В воздухе над нами что-то просвистело и глухо шлепнулось в стену — открыв глаза, я увидел, что сверху на нас неудержимо рушится что-то большое и белое.
— Ой, Резанцев, это я не в тебя хотел! — испуганно крикнул Санек Завьялов.
— Щас я ему отомщу! — сдернув с моего скривившегося лица упавшую подушку — а это была именно она — Толик Степанов швырнул ту через палату.
В ответ ему тут же прилетело от «Вахмурки». Ну да, перестрелка подушками — обычное дело, если в тихий час с этажа отлучились вожатые…

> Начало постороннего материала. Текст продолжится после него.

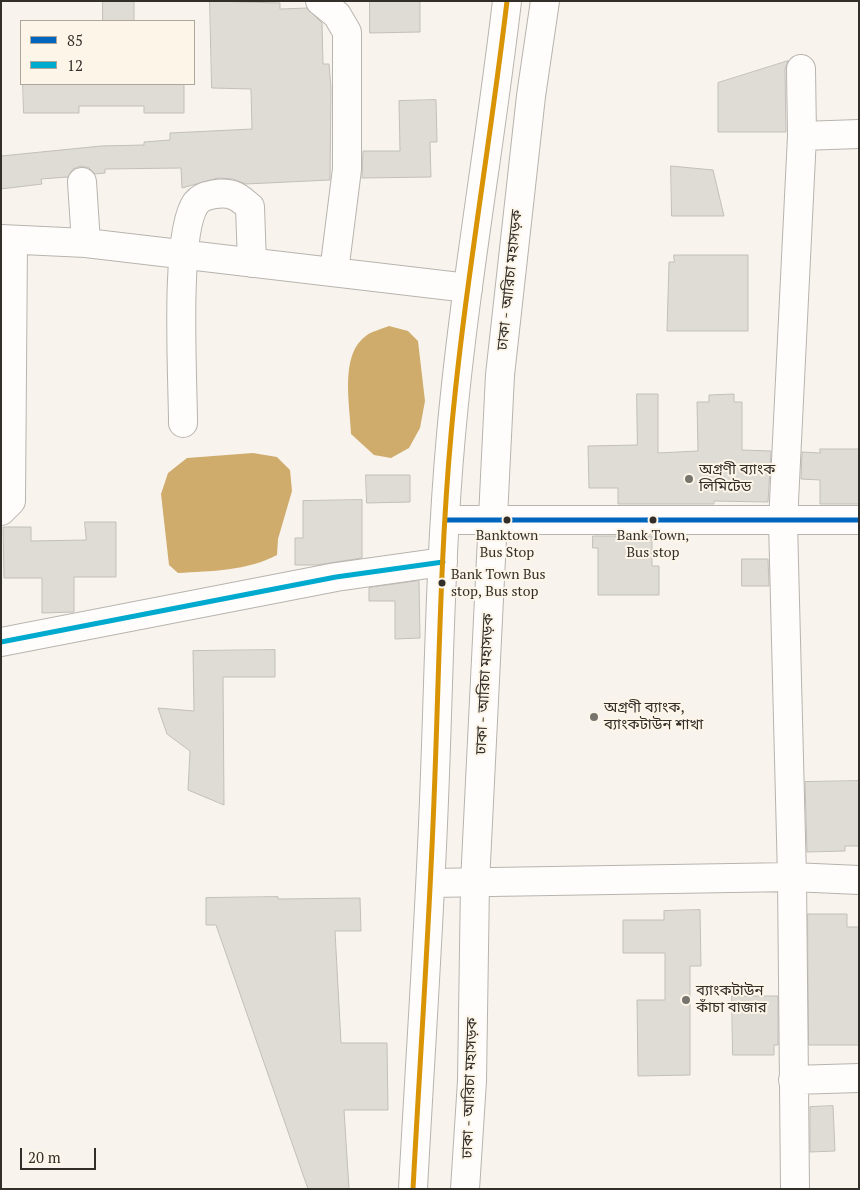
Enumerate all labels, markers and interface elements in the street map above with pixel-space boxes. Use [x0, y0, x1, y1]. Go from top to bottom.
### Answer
legend [20, 20, 195, 85]
text: 85 [67, 30, 83, 50]
text: 12 [67, 55, 83, 75]
street label: ঢাকা - আরিচা মহাসড়ক [494, 209, 526, 351]
place label: অগ্রণী ব্যাংক লিমিটেড [699, 461, 775, 496]
marker: অগ্রণী ব্যাংক লিমিটেড [683, 473, 695, 485]
marker: Banktown Bus Stop [502, 515, 512, 525]
marker: Bank Town, Bus stop [648, 515, 658, 525]
place label: Banktown Bus Stop [476, 528, 538, 560]
place label: Bank Town, Bus stop [617, 528, 689, 560]
place label: Bank Town Bus stop, Bus stop [451, 567, 546, 600]
marker: Bank Town Bus stop, Bus stop [437, 578, 447, 588]
street label: ঢাকা - আরিচা মহাসড়ক [472, 613, 498, 755]
place label: অগ্রণী ব্যাংক, ব্যাংকটাউন শাখা [604, 699, 703, 734]
marker: অগ্রণী ব্যাংক, ব্যাংকটাউন শাখা [588, 711, 600, 723]
place label: ব্যাংকটাউন কাঁচা বাজার [696, 982, 767, 1017]
marker: ব্যাংকটাউন কাঁচা বাজার [680, 994, 692, 1006]
street label: ঢাকা - আরিচা মহাসড়ক [459, 1017, 481, 1159]
scale bar [22, 1138, 99, 1170]
text: 20 m [28, 1147, 61, 1167]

— А ну перестали! — грозно прикрикнул вдруг на соседей Михеев. — Черную метку захотели?! Так я всем желающим охотно поставлю — под глазом!
Ого! Вот это поворот!
Я не сдержал кривоватой усмешки. Может, в 80-х СССР как раз и не хватило именно такой сильной руки, помноженной на личный интерес?
15. Торжественное открытие
Юг Московской области, 2 июня 1985 года
Для проведения официальных мероприятий на открытом воздухе — линеек — в «Полете» имелось аж два выложенных плиткой плаца, в свою очередь в обиходе так и называвшихся — «линейками». Один — поменьше, с гипсовой статуей кудрявого Володи Ульянова — предназначался для октябрятских групп. На втором — в добрых сорок метров в длину и где-то в двадцать в ширину — в обычные дни собирались старшие, собственно пионерские, отряды, но по особым случаям — таким, как торжественное открытие смены — тут легко могли поместиться все дети лагеря.